Hitachi Vantara Pentaho Community Forums
Results 1 to 3 of 3

Thread: [Mondrian] Non empty optimizer performance regression

  1. #1
    Pappyn Bart Guest

    Default [Mondrian] Non empty optimizer performance regression

    Hi,

    Since the new non empty optimizer code, a few queries run very slow in
    my application (for 1 sec (before mondrian 2.3.2) -> 5 minutes).

    I tried to simulate the problem with the foodmart cube, but I am not
    successful (the foodmart schema is too simple, I guess).

    Even a simple crossjoin with two all-level sets takes a very long time,
    so the size of dimensions does not matter. I have a very large number of
    calculated members and many calculated members need calculations based
    on many other calculated members (deeply nested). The same query runs
    very fast (< 1 sec) without NON empty.

    Mondrian seems to get stuck forever in the first
    CrossJoinFunDef.nonEmptyListNEW(), it only leaves after a very long
    time.


    --> Can someone please explain to me or hint me why this function could
    be slow ? Is it due to the fact that I have large number of calculated
    members?
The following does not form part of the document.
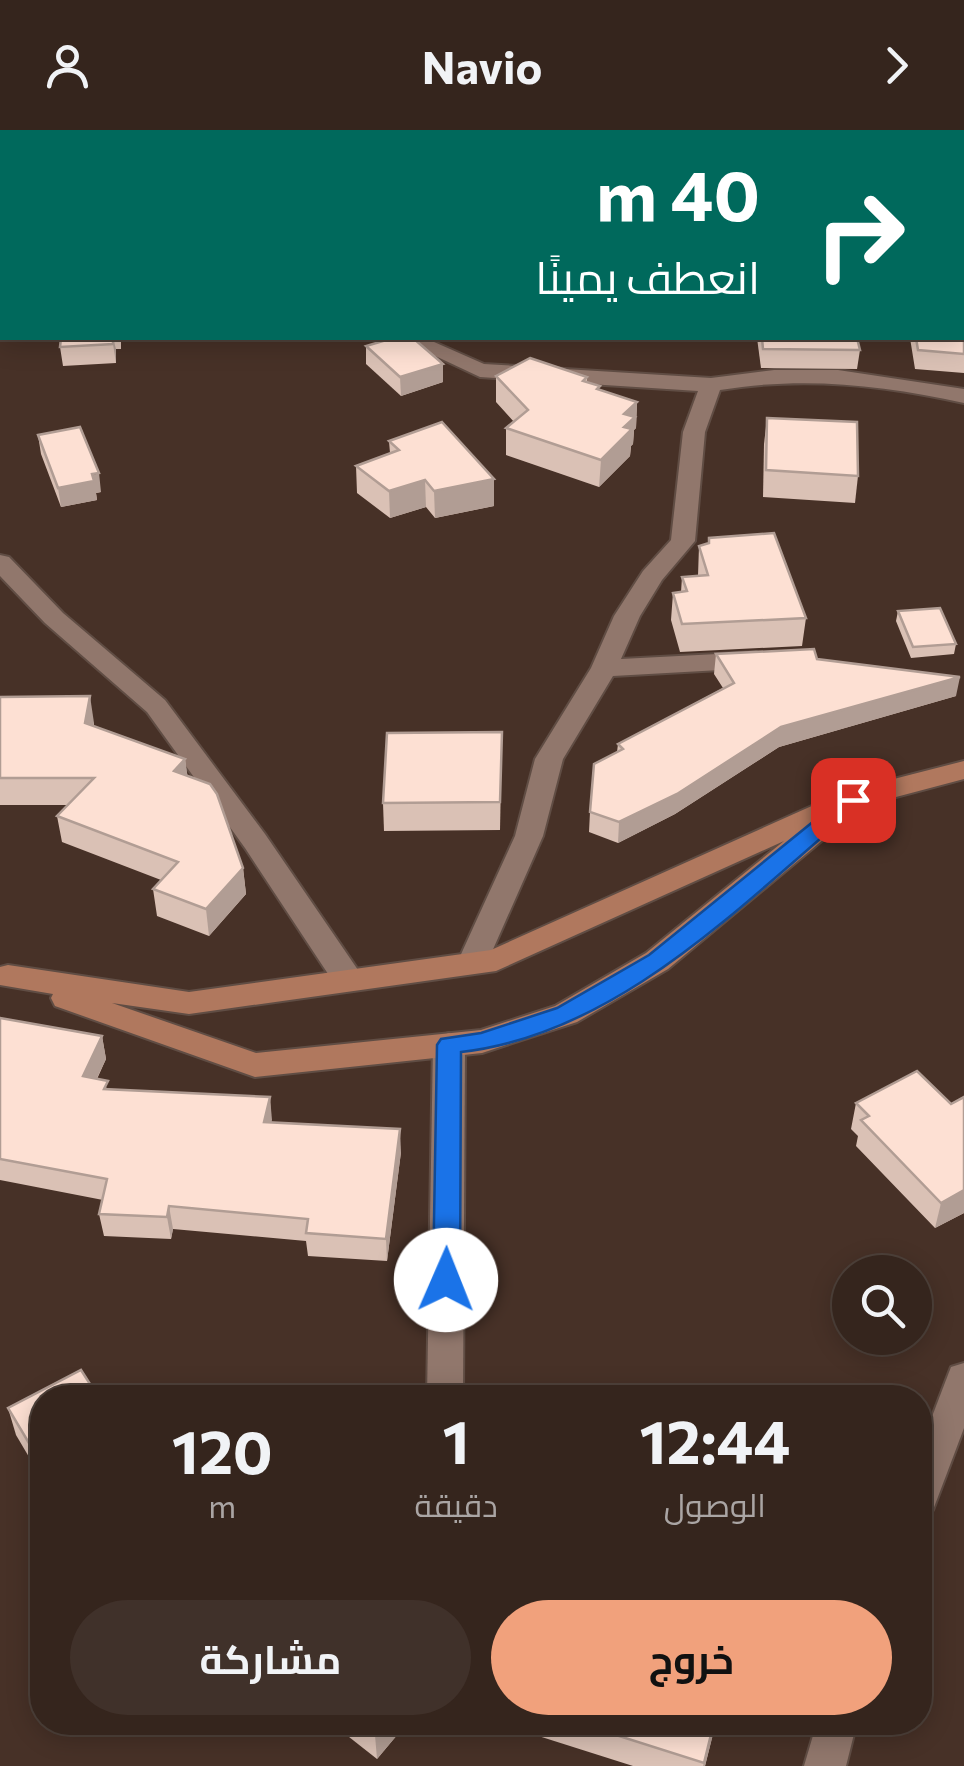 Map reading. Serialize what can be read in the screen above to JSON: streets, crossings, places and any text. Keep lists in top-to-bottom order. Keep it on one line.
{"page":{"header":"Navio","turn":["40 m","انعطف يمينًا"],"eta":["12:44","الوصول","1","دقيقة","120","m"],"buttons":["خروج","مشاركة"]}}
I looked at the code, ran it through the debugger, but I don't
    understand what the function is exactly doing and why this takes such a
    long time.

    If I could understand the pitfalls of this function a bit better, I
    might be able to pinpoint (and solve) the problem.


    Where is the query that takes a long time, translated to foodmart data
    (just an example, since it runs fast on the foodmart schema) :

    WITH MEMBER [Measures].[Availability] as 'iif([Measures].[Warehouse
    Sales] > 0, [Measures].[Warehouse Profit] / [Measures].[Warehouse
    Sales], null)'
    MEMBER [Measures].[Performance] as 'iif([Measures].[Store Sales] > 0,
    [Measures].[Profit] / [Measures].[Store Sales], null)'
    MEMBER [Measures].[Quality] as 'iif([Measures].[Units Ordered] > 0,
    [Measures].[Units Shipped] / [Measures].[Units Ordered], null)'

    MEMBER [Measures].[Overall eff] as
    'iif(IsEmpty([Measures].[Availability]) or
    IsEmpty([Measures].[Performance]) or IsEmpty([Measures].[Quality]),
    null, cast([Measures].[Availability] as NUMERIC) *
    cast([Measures].[Performance] as NUMERIC) * cast([Measures].[Quality] as
    NUMERIC))'

    MEMBER [Measures].[Availability Loss tmp] as
    'iif([Measures].[Availability] > 0, 1.0 - [Measures].[Availability], 0)'
    MEMBER [Measures].[Performance Loss tmp] as
    'iif([Measures].[Performance] > 0, 1.0 - [Measures].[Performance], 0)'
    MEMBER [Measures].[Quality Loss tmp] as 'iif([Measures].[Quality] > 0,
    1.0 - [Measures].[Quality], 0)'
    MEMBER [Measures].[Sum loss tmp] as '[Measures].[Availability loss tmp]
    + [Measures].[Performance loss tmp] + [Measures].[Quality loss tmp]'
    MEMBER [Measures].[Overall eff loss tmp] as 'iif([Measures].[Overall
    eff] < 1.0, 1.0 - [Measures].[Overall eff], 0.0)'

    MEMBER [Measures].[Availability loss] as
    'iif(IsEmpty([Measures].[Overall eff]), null, iif([Measures].[Sum loss
    tmp] > 0, [Measures].[Overall eff loss tmp] * ([Measures].[Availability
    loss tmp] / [Measures].[Sum loss tmp]), 0))'

    SELECT NON EMPTY {[Measures].[Availability loss]} ON COLUMNS,
    NON EMPTY CrossJoin( {[Promotion Media].[All Media]}, {[Product].[All
    Products]} ) ON ROWS
    FROM [Warehouse and Sales]

    Thanks,
    Bart


    _______________________________________________
    Mondrian mailing list
    Mondrian (AT) pentaho (DOT) org
    http://lists.pentaho.org/mailman/listinfo/mondrian

  2. #2
    Richard Emberson Guest

    Default Re: [Mondrian] Non empty optimizer performance regression

    Look at the comment above the CrossJoinFunDef.nonEmptyList method
    as a starter.
    Assuming one wants to optimize the crossjoin for "NON EMPTY" by
    excluding Members that are null, one must look at the corner
    cases (which do not showup in Foodmart) prior to deciding to
    drop a Member from the crossjoin.
    Consider an MDX query that depend upon a calculated measure that returns
    a non-null value only if the measures it depends upon are all null -
    pathological, but possible. Or (a case that appeared in our local
    application code) there is a calculated measure that returns null
    if the Customer dimension in a query is at the ALL level and possibly
    non-null (depending upon the dataset) when the Customer dimension was
    at a non-ALL level - this calculated measure directly breaks the
    assumption that if there is no data at the top level for a
    given dimension, then there is no data for any lower level in that
    dimension - again, pathological but possibly.
    In a sense, the current "optimization" code attempts to account for
    the corner cases ... making it rather slower.
    So, does one want slow and correct, or fast and possibly wrong?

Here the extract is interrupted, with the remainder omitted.